Идея написать альтернативно-исторический роман о «русском Гонконге» родилась у меня в 2006 году, после прочтения книги «Остров Крым» Василия Аксёнова. Начал я с рассказа, который отправил на конкурс, где тот был беспощадно освистан. Рассказик и впрямь получился так себе. Хотя бы потому, что половина героев была японцами, которые больше напоминали чокнутых фанатов аниме.
Ошибки я учёл, японцев вымарал. Над романом работал несколько лет, результатом чего стал лонг-лист премии «Дебют» 2012 года, куда и попал «Святокаменск».
Пока писал, меньше всего думал о каких-либо параллелях с реальной жизнью. Даже более того, старался всячески подчеркнуть условность происходящего. Но…
Найти издателя для романа я не успел: в 2014-м году случились некие события, подозрительно напоминавшие первую часть романа, где описывается мятеж в городе. Так безобидный альтернативно-исторический боевичок превратился в памфлет, а вероятность издать его сама собой свелась к нулю.
Доказывать, что я ничего «такого» не имел в виду и что люди меня интересуют гораздо больше, чем политика, уже, видимо, бесполезно.
Просто помните об этом, читая роман…
Пролог. Профессор Стёпа (1995 год)
Примерно раз в неделю, а то и чаще, комната, где жили Стёпа с родителями, наполнялась людьми. Это были соседи по этажу – сослуживцы отца и их жёны. Собирались именно здесь, потому что у Стёпы и его родителей были самая большая комната – Стёпа объяснял это себе именно так.
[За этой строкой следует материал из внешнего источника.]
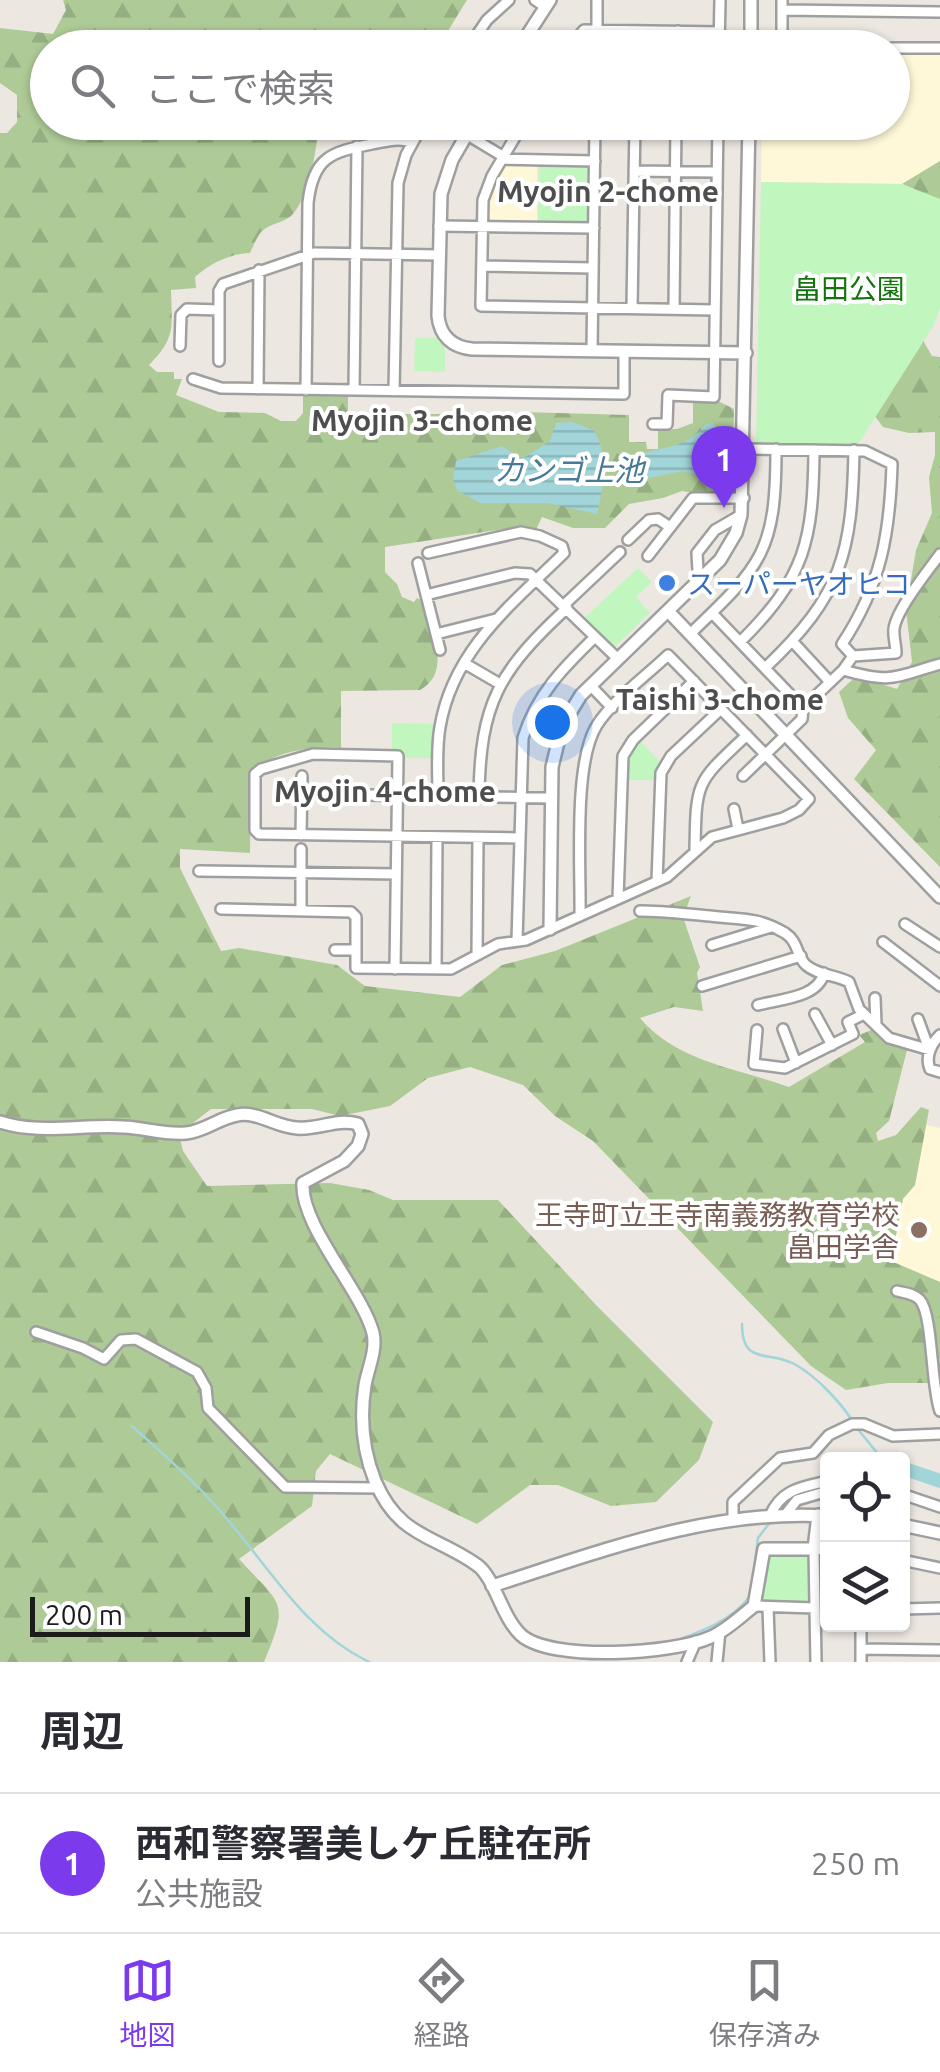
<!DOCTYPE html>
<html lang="ja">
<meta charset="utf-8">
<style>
body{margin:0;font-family:Ubuntu,"Noto Sans JP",sans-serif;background:#f2f2f3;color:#2b2b33}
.controls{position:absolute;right:30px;bottom:30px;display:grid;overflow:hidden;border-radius:10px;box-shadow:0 2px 8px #0004}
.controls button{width:90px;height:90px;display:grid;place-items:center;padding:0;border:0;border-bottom:2px solid #e1e1e2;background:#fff;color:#2b2b33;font:50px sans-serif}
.scale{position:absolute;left:30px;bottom:25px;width:220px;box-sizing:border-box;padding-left:10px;border:5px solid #1b1b1b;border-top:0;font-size:28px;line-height:35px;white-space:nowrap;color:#1b1b1b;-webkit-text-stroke:8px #fff;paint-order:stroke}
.you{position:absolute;left:552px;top:722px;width:35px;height:35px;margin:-25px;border:8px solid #fff;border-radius:50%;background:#1a73e8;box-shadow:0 0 0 15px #1a73e833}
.badge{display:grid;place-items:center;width:65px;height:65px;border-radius:50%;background:#7c3aed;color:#fff;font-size:32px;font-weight:700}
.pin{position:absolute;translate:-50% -82px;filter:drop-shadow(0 2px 5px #0008)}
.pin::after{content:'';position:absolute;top:52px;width:35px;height:30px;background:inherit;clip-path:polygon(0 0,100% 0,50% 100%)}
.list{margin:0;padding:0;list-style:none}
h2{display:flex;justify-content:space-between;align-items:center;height:130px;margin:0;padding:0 40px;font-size:42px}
h2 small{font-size:32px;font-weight:400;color:#7c7c81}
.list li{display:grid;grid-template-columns:65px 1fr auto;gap:30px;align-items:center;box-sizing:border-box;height:140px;padding:0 40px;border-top:2px solid #e1e1e2}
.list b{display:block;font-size:38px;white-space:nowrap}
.list p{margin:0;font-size:32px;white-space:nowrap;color:#7c7c81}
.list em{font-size:32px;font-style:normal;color:#7c7c81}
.icon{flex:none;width:55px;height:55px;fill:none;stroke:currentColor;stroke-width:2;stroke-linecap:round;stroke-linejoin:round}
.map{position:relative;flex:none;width:940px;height:1662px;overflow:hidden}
.search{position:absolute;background:#fff;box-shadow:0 2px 8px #0004;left:30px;right:30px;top:30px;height:110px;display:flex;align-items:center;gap:25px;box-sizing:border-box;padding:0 35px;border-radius:55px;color:#7c7c81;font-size:38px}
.sheet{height:270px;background:#fff}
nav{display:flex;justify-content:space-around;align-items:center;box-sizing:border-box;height:140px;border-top:2px solid #e1e1e2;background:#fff;font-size:28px;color:#7c7c81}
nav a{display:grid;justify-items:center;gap:5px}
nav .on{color:#7c3aed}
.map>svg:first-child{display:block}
.education{fill:#fef8d9}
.forest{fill:url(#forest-firs)}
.park{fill:#c1f7be}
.water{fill:url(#water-rules)}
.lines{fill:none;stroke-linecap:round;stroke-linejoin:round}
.stream{stroke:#a2d5d9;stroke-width:2.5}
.river{stroke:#a2d5d9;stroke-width:14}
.minor-casing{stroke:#9f9f9f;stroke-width:14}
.tertiary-casing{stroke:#9f9f9f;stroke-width:16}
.minor{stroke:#fff;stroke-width:9}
.tertiary{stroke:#fff;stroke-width:11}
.shop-dot{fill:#3f7fe0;stroke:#fff;stroke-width:4}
.education-dot{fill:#8d6e63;stroke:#fff;stroke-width:4}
.labels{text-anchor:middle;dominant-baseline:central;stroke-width:8;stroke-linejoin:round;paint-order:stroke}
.park-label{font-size:28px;fill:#14740e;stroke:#fff}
.shop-label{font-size:28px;fill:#366cbe;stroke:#fff;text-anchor:start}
.education-label{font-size:28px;fill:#785e54;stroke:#fff;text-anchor:end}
.neighbourhood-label{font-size:30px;font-weight:bold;fill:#4e4e4e;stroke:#fff}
.water-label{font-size:30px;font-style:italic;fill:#467a98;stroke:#fff}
</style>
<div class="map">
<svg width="940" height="1662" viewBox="0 0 940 1662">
<defs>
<pattern id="forest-firs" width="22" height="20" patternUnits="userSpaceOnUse" patternTransform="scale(2.5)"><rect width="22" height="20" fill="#aecb97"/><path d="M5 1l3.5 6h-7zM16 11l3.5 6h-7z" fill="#95ae82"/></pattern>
<pattern id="water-rules" width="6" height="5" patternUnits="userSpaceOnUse" patternTransform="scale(2.5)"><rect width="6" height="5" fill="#a2d5d9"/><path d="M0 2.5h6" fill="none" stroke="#8bb6ba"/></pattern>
</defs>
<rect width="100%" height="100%" fill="#ede7e1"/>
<!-- education -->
<path class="education" d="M893,54L940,55V161L902,184L761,182L762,123L892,122Z
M507,162H537V222L486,221L488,193L502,165Z
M926,1125L940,1128V1282L891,1261L903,1199L915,1185Z"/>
<!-- forest -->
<path class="forest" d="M63,0H467L438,47L48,48V122L333,123L318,126C318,148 307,202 291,216C283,223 269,224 262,231C257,236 253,247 250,253C229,254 211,263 195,277L196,288L171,290C172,327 176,338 149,365L157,372H174V379H182L176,395L219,412L265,413L281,421H296L303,413V394L348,395V414H504L505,424L522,425V412L629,415V442H646L647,449H658V429H677L693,423V400H716L734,409L732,493L707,495L682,491L663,498L629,504L605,528H573L542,517L536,530L516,527L385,547V572L397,584L402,597L414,602L417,598L425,602C432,631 452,673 420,690L341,691V748C311,746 273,751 251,773L250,853L180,849V868L221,951L239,948L337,965L365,986L460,997L502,965L555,951L691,896L683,917L700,967L697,973L703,1011L674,1007L640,1018C677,1062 737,1068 789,1087L865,1042L859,1035L874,1029L887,1042L907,1050L889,1121L876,1133L878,1141L896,1135L921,1107L929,1110L915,1185L903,1199L891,1261L940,1282V1383H888L846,1390L811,1366L593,1141L555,1116L523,1085L470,1067L428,1078L390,1106L340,1116L312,1109H211L179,1134L183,1151L207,1186L330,1183L369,1190L393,1200H498L597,1306L713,1422L699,1460L656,1502L611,1506L558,1485H530L477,1524L330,1454L316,1471L312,1506L239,1559C282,1606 290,1600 264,1662H0V133H7L17,122V95L0,83V28L53,34L66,10Z
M940,161V201L902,184Z
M918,332L932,356L940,357V867L854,779L876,750L848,718L839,692L852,680L872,681L897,689L912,662L906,610L916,550L932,513L929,477L935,455V432L909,433L883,427L871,411Z"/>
<!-- park -->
<path class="park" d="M539,164H587L588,219L585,222H538Z
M761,182L902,184L940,199V307L934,325L857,446L756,445Z
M415,338H437L445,347V372L414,371Z
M638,568L652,582L636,597L650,613L611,650L583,619Z
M392,723L437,724L435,758H402V751H392Z
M639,740L662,764L657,780H625L626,758Z
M772,1553L810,1554V1599L806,1601H766L760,1596L767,1556Z"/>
<!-- water -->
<path class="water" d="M572,422L594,430C609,458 604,483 597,514L548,503H480L457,490L453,479L456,461L502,446L522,459L550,441L556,423Z
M713,423L730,446L706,477L682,471L640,480L635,457C661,445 686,450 705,425Z"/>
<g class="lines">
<!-- stream -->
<path class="stream" d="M742,1324C742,1367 769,1349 796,1365C816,1376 839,1401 852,1420
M132,1426C164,1455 199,1485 227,1519C271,1570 306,1632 369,1662
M856,1427L883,1460
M779,1511L795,1495L828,1487
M753,1578L758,1538L771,1521
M672,1642C700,1632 732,1621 750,1596"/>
<!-- river -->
<path class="river" d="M902,1468L940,1481"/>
<defs>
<path id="minor" d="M535,0L544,6
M782,10L940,12
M751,46L873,48
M782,46V0
M468,48L487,20L509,0
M569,48L584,30L719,32
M597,48V0
M636,48V31
M677,48L678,31
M719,48L720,0
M892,48H940
M446,122L504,157
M524,122L492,176L483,200L481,306L715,310
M502,159L595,161
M634,171L717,172
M439,226L594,228
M482,266L593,268
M632,308L635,122
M674,309L676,122
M180,346L181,315L187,309L219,310
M592,351L595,122
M219,361V291L223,284L314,253L439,255
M193,379L221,388L624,394V351
M258,389L259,270
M306,390L308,203C313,157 331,152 372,144C387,141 398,138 412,142
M354,390L357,146
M394,391L398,183L406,155L424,122
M653,424H667L668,395L714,397L718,122
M744,449L865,451L892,464C890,534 881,585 842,644L853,656
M628,540L649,520L658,519L670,527
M428,553L521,532L540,536L562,546L564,553C512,604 453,650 440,727C436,749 438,773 438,796
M648,556L693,498H744
M418,563L440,650
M703,577L698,571L697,553L715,530L741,515
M426,595L515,573L530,574L618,659
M564,605L620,552
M712,613L803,708
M436,634L496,619
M690,634C762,565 776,552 776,449
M740,642C806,577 813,540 814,450
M793,642L830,682
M464,663L500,684
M765,668C842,595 852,554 854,450
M843,670L853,656L896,653C896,645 893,636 894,629C896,610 928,571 940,554
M591,686L612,708
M743,776L802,719L803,708L843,670C893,684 894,677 940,664
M302,794L552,798
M479,797C480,703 499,671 567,608
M734,809L738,829
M301,835L302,776
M695,851C696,780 696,783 747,735
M199,871L396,874
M657,881L661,773L671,756L721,709
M618,899L623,756L633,740L694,681
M221,909L351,912L356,917V968L451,969L498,944L526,940L667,877L712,837L783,818L799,810L809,799L668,655C645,677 614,699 597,725C573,763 581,868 580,916
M301,911V849
M640,911C664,911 686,914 710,916C741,920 756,916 785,933C799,942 796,956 806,965C817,975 836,975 849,982L859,1009L889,1038L930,1050
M905,924L940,947
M517,941L523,738C536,695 564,667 595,637
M883,942L940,986
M712,945L771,927
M335,950H356
M477,955L478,838
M395,969C396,898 397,827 398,756L313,754L261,769L255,774V830L259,834L519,838
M436,969L437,837
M702,986L801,956
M875,998L876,1024
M758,1005C780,999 818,998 824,973
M815,1014L832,1045
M918,1019L926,1041L932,1046
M783,1029L796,1063
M757,1030L754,1064L785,1068L853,1034L848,1022L864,1014
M940,1035C931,1044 925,1057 930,1069L940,1072
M897,1291C904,1293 914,1293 920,1300C933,1315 931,1388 940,1411
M36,1332L83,1348L104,1359L121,1340L136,1339L197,1372L206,1388L208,1408L285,1487L378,1488
M877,1460V1459
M902,1494L940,1507
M785,1515L797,1500L828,1491
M770,1516C781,1489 802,1487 828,1481
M733,1519V1502L780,1458L813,1453L829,1435L852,1424H864L893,1436L940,1434
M902,1560L940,1568
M754,1606L815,1608
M768,1608L770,1662
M902,1609L940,1608
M861,1649L940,1650
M687,1662L696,1641
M717,1662L720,1631
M816,1662L814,1549L828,1550
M861,1662V1624"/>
<path id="tertiary" d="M519,48L550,0
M751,48V0
M474,122L452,160L441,194L438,316C440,336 452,347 472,349L746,353
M668,611L940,897
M550,929L552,767L562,726L581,695L720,560L736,533L741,515L749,122
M0,1122C41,1135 82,1124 124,1127C145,1128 165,1135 186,1133C205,1131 219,1118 237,1115C258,1111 276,1127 297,1128C319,1130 336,1118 358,1124L362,1134L358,1146L344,1161L303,1183C300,1225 362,1291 373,1333C377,1350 368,1368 365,1385C360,1417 363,1451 375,1481C399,1538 435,1535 477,1565C495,1578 501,1616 521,1635C551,1662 674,1654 711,1637C727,1630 741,1616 754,1606L764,1549H814L818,1515
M902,1525L940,1533
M492,1586C602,1551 710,1509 828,1516"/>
</defs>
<!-- minor casing -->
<use href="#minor" class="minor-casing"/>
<!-- tertiary casing -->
<use href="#tertiary" class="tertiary-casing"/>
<!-- minor -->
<use href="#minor" class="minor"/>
<!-- tertiary -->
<use href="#tertiary" class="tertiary"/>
</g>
<!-- markers -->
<circle class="shop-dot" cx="667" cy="583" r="10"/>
<circle class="education-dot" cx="919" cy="1230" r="10"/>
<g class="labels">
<!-- park labels -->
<g class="park-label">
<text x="849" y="288">畠田公園</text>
</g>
<!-- shop labels -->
<g class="shop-label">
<text x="687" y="583">スーパーヤオヒコ</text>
</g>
<!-- education labels -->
<g class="education-label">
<text x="899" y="1214">王寺町立王寺南義務教育学校<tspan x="899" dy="32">畠田学舎</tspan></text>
</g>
<!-- neighbourhood labels -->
<g class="neighbourhood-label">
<text x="608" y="191">Myojin 2-chome</text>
<text x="422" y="420">Myojin 3-chome</text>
<text x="720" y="699">Taishi 3-chome</text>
<text x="385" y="791">Myojin 4-chome</text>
</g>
<!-- water labels -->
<g class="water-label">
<text x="569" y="470">カンゴ上池</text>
</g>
</g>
</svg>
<div class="controls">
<button><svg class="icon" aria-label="locate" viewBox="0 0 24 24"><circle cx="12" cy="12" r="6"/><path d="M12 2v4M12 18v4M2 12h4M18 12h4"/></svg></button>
<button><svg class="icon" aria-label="layers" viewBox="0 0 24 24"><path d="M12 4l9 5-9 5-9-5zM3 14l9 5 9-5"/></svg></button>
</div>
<div class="scale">200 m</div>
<div class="you"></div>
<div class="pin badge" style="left:724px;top:508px">1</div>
<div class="search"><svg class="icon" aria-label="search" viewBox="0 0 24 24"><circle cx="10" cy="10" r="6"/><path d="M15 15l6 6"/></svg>ここで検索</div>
</div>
<section class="sheet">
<h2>周辺<small></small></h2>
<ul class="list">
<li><span class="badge">1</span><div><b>西和警察署美しケ丘駐在所</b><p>公共施設</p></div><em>250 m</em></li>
</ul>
</section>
<nav>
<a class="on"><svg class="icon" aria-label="map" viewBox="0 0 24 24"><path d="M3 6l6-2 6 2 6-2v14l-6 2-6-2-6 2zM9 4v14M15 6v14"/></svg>地図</a>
<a><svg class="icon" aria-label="directions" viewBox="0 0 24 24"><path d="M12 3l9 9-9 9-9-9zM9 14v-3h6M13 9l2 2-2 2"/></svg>経路</a>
<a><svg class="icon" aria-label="saved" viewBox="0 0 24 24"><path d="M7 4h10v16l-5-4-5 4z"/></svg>保存済み</a>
</nav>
На середину комнаты выдвигали стол, другой стол приносили из соседней комнаты, сдвигали их вместе, приносили и расставляли табуретки и скамейки. Отец обязательно включал на полную громкость радиоприёмник. Если пели на иностранном, то дядя Лёва, который работал с отцом в одном цеху, непременно переключал на другую частоту, объясняя возмущённо: «Ну, а чё он не по-русски лает?»
Рюмки этак после третьей рюмки кто-то спохватывался:
– А где Стёпа?
– Да где ж ему быть, на чердаке с книжкой сидит, – улыбался вставными зубами румяный от водки отец. – Умный мужик растёт, начальник.
– О-о-о-о! – гоготали все.
По меркам Правдинск-Северного Стёпа был почти отличником: по всем предметам твёрдые четвёрки, нет-нет, да тройка проскочит. Любил читать, особенно на чердаке, где нечем больше было заняться. Стёпа сбегал туда во время каждого застолья, чтобы не видеть пьяных рож.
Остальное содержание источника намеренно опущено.